Pensei no significado de estar velada, coberta, solene, sublinhando o mistério que se oculta debaixo do véu. Pensei no desprezo de nossos tempos pelo mistério profundo, elevado. Tudo deve ser explícito, tudo deve ser mostrado. Mas a ânsia infantil de mistério, o afã do assombro existe e então é suplantado por uma caricatura: a literatura e o cinema de mistério, suspense, terror.

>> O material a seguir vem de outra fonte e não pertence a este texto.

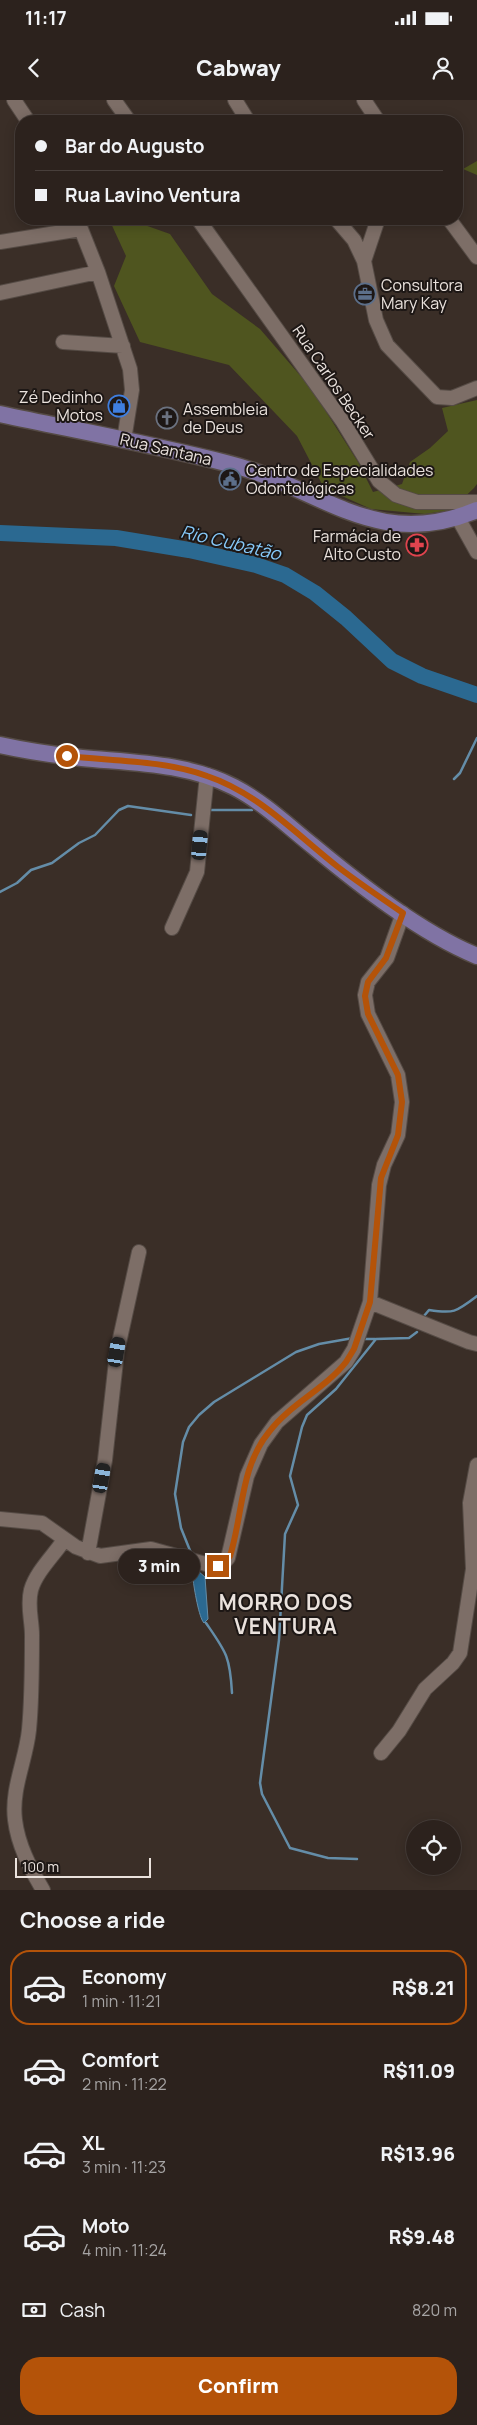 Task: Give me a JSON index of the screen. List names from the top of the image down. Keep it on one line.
{"streets":{"main road":["Rua Santana"],"street":["Rua Carlos Becker"]},"districts":["MORRO DOS VENTURA"],"water":["Rio Cubatão"],"places":{"office":["Consultora Mary Kay"],"shop":["Zé Dedinho Motos"],"church":["Assembleia de Deus"],"public building":["Centro de Especialidades Odontológicas"],"pharmacy":["Farmácia de Alto Custo"]},"scale_bar":"100 m","page":{"status":"11:17","header":"Cabway","banner":["Bar do Augusto","Rua Lavino Ventura"],"bubble":"3 min","scale":"100 m","heading":"Choose a ride","list":[{"name":"Economy","note":"1 min · 11:21","value":"R$8.21"},{"name":"Comfort","note":"2 min · 11:22","value":"R$11.09"},{"name":"XL","note":"3 min · 11:23","value":"R$13.96"},{"name":"Moto","note":"4 min · 11:24","value":"R$9.48"}],"pay":["Cash","820 m"],"buttons":"Confirm"}} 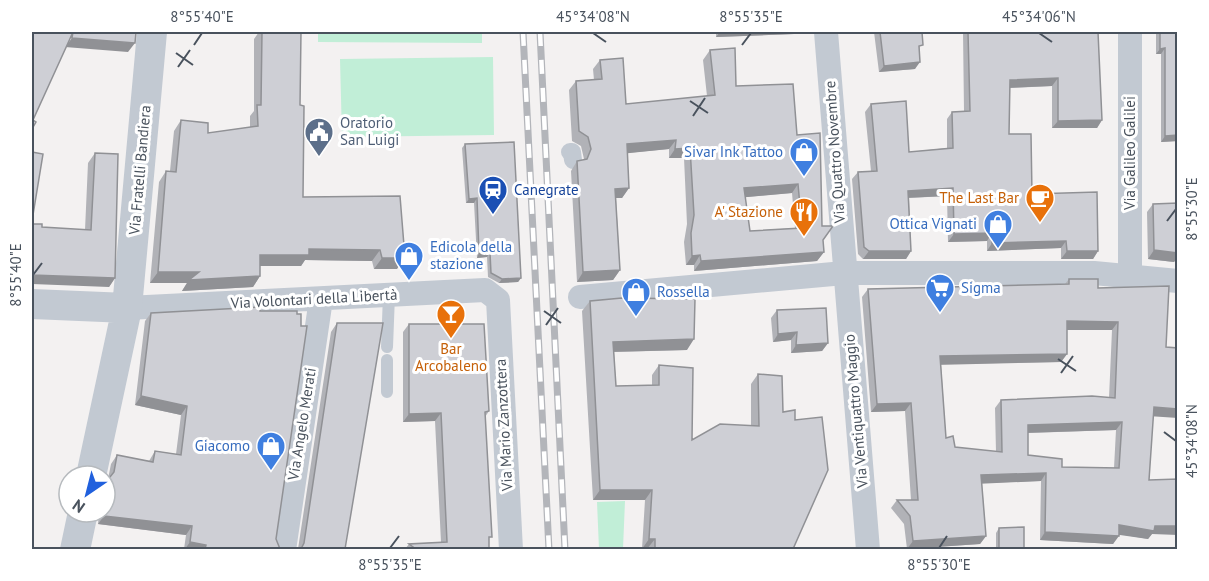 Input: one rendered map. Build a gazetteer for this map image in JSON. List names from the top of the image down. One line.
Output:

O mistério verdadeiro que oculta o véu, é o dessa mulher velada que submete livremente sua vontade, entrega-se como a noiva ante o altar e ali, no segredo, oferece seus muitos e variados desvelos pelo filho, por cada filho, pelo esposo, pela vida que ainda não pulsa, pela vida que vai crescendo e toma seu rumo, pelos filhos espirituais, pelos amigos.

O véu, igual ao que cobre o altar para o santo sacrifício, cobre o altar do coração da mulher, onde oferecerá o sacrifício diário de sua virgindade ou de sua Paternidade, o sacrifício diário de sua fecundidade espiritual.

[1] Publicado por: Padre Juan Manuel Rodríguez da Rosa, 9 novembro, 2014 em: www.adelantelafe.com

[2] Hildegarda de Bingen, Carta a Werner von Kirchheim, ano 1170.